Problem I’m trying to solve:
I’m making many api requests to a server. I’m trying to create delays bewtween async api calls to comply with the server’s rate limit policy.

What I want it to do
I want it to behave like this:

  1. Make api request #1
  2. wait 0.1 seconds
  3. Make api request #2
  4. wait 0.1 seconds
    … and so on …
  5. repeat until all requests are made
  6. gather the responses and return the results in one object (results)

Issue:
When when I introduced asyncio.sleep() or time.sleep() in the code, it still made api requests almost instantaneously. It seemed to delay the execution of print(), but not the api requests. I suspect that I have to create the delays within the loop, not at the fetch_one() or fetch_all(), but couldn’t figure out how to do so.

Code block:

async def fetch_all(loop, urls, delay): 
    results = await asyncio.gather(*[fetch_one(loop, url, delay) for url in urls], return_exceptions=True)
    return results

async def fetch_one(loop, url, delay):

    #time.sleep(delay)
    #asyncio.sleep(delay)

    async with aiohttp.ClientSession(loop=loop) as session:
        async with session.get(url, ssl=SSLContext()) as resp:
            # print("An api call to ", url, " is made at ", time.time())
            # print(resp)
            return await resp

delay = 0.1
urls = ['some string list of urls']
loop = asyncio.get_event_loop()
loop.run_until_complete(fetch_all(loop, urls, delay))

Versions I'm using: 
python                    3.8.5
aiohttp                   3.7.4
asyncio                   3.4.3

I would appreciate any tips on guiding me to the right direction!

Asked By: Aaron Ahn

||

Answers:

When you use asyncio.gather you run all fetch_one coroutines concurrently. All of them wait for delay together, than make API calls instantaneously together.

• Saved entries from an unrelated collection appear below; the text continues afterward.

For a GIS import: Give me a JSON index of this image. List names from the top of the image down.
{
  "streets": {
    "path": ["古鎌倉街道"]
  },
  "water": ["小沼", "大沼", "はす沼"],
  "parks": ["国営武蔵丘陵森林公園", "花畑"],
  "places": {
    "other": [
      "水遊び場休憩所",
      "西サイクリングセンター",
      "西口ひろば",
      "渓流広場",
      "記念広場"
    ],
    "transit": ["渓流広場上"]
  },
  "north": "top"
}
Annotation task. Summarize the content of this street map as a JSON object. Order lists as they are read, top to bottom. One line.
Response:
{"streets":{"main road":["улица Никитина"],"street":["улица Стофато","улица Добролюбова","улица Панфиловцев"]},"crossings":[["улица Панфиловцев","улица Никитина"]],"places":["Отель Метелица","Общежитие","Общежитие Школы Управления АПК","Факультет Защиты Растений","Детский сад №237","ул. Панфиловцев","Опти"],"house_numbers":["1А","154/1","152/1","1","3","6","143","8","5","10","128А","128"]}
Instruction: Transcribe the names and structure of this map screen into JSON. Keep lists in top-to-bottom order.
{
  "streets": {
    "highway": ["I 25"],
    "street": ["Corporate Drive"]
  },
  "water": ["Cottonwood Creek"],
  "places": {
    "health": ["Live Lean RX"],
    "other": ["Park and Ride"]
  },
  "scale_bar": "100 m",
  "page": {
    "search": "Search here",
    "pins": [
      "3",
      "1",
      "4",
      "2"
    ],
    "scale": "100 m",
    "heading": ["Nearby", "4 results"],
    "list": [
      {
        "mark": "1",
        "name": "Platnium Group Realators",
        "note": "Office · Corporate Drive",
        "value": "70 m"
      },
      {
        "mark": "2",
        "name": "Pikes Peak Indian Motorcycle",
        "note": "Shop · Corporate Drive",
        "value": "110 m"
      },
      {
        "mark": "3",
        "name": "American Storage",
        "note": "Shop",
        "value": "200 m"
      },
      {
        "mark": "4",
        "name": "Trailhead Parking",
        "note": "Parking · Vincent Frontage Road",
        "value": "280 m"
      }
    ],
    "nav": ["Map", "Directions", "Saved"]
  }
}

To solve the issue, you should either await fetch_one in one by one in fetch_all or to use Semaphore to signalize next shouldn’t start before previous is done.

Here’s the idea:

import asyncio

_sem = asyncio.Semaphore(1)


async def fetch_all(loop, urls, delay): 
    results = await asyncio.gather(*[fetch_one(loop, url, delay) for url in urls], return_exceptions=True)
    return results

async def fetch_one(loop, url, delay):

    async with _sem:  # next coroutine(s) will stuck here until the previous is done
        await asyncio.sleep(delay)

        async with aiohttp.ClientSession(loop=loop) as session:
            async with session.get(url, ssl=SSLContext()) as resp:
                # print("An api call to ", url, " is made at ", time.time())
                # print(resp)
                return await resp

delay = 0.1
urls = ['some string list of urls']
loop = asyncio.get_event_loop()
loop.run_until_complete(fetch_all(loop, urls, delay))
Answered By: Mikhail Gerasimov

The call to asyncio.gather will launch all requests "simultaneously" – and on the other hand, if you would simply use a lock or await for each task, you would not gain anything from using parallelism at all.

The simplest thing to do, if you know the rate you can issue the requests, is simply to increase the asynchronous pause before each request in sucession – a simple global variable can do that:


next_delay = 0.1

async def fetch_all(loop, urls, delay): 
    results = await asyncio.gather(*[fetch_one(loop, url, delay) for url in urls], return_exceptions=True)
    return results

async def fetch_one(loop, url, delay):
    global next_delay
    
    next_delay += delay
    await asyncio.sleep(next_delay)

    async with aiohttp.ClientSession(loop=loop) as session:
        async with session.get(url, ssl=SSLContext()) as resp:
            # print("An api call to ", url, " is made at ", time.time())
            # print(resp)
            return await resp

delay = 0.1
urls = ['some string list of urls']
loop = asyncio.get_event_loop()
loop.run_until_complete(fetch_all(loop, urls, delay))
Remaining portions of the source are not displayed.